» Collected data entries:
○ ○ ○ ○ ○
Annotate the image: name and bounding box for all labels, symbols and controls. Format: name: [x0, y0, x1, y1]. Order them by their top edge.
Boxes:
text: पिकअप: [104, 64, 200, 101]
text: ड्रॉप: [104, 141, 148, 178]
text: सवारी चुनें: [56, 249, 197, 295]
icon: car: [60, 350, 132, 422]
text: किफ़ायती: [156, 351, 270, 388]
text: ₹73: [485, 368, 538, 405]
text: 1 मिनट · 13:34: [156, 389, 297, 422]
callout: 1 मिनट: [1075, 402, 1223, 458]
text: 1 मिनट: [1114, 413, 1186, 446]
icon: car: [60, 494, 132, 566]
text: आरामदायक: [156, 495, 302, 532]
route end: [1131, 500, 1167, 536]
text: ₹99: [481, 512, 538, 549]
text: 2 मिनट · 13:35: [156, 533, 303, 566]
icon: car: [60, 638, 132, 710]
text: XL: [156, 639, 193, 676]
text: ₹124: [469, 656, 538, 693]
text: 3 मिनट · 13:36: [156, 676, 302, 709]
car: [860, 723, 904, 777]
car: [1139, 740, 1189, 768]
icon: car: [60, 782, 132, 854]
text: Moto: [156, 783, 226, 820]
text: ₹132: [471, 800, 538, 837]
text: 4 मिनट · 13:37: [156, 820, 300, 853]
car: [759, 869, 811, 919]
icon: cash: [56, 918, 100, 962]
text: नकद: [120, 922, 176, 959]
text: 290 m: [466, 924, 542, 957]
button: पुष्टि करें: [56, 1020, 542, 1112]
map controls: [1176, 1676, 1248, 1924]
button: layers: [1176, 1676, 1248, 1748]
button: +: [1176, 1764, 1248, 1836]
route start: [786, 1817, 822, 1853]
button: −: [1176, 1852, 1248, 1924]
○ ○ ○ ○ ○
» INSTRUCTIONS FOR THE TASK: Only a number is required here: the count of lines in these entries that hold "button".

» COMPLETED EXERCISE: 4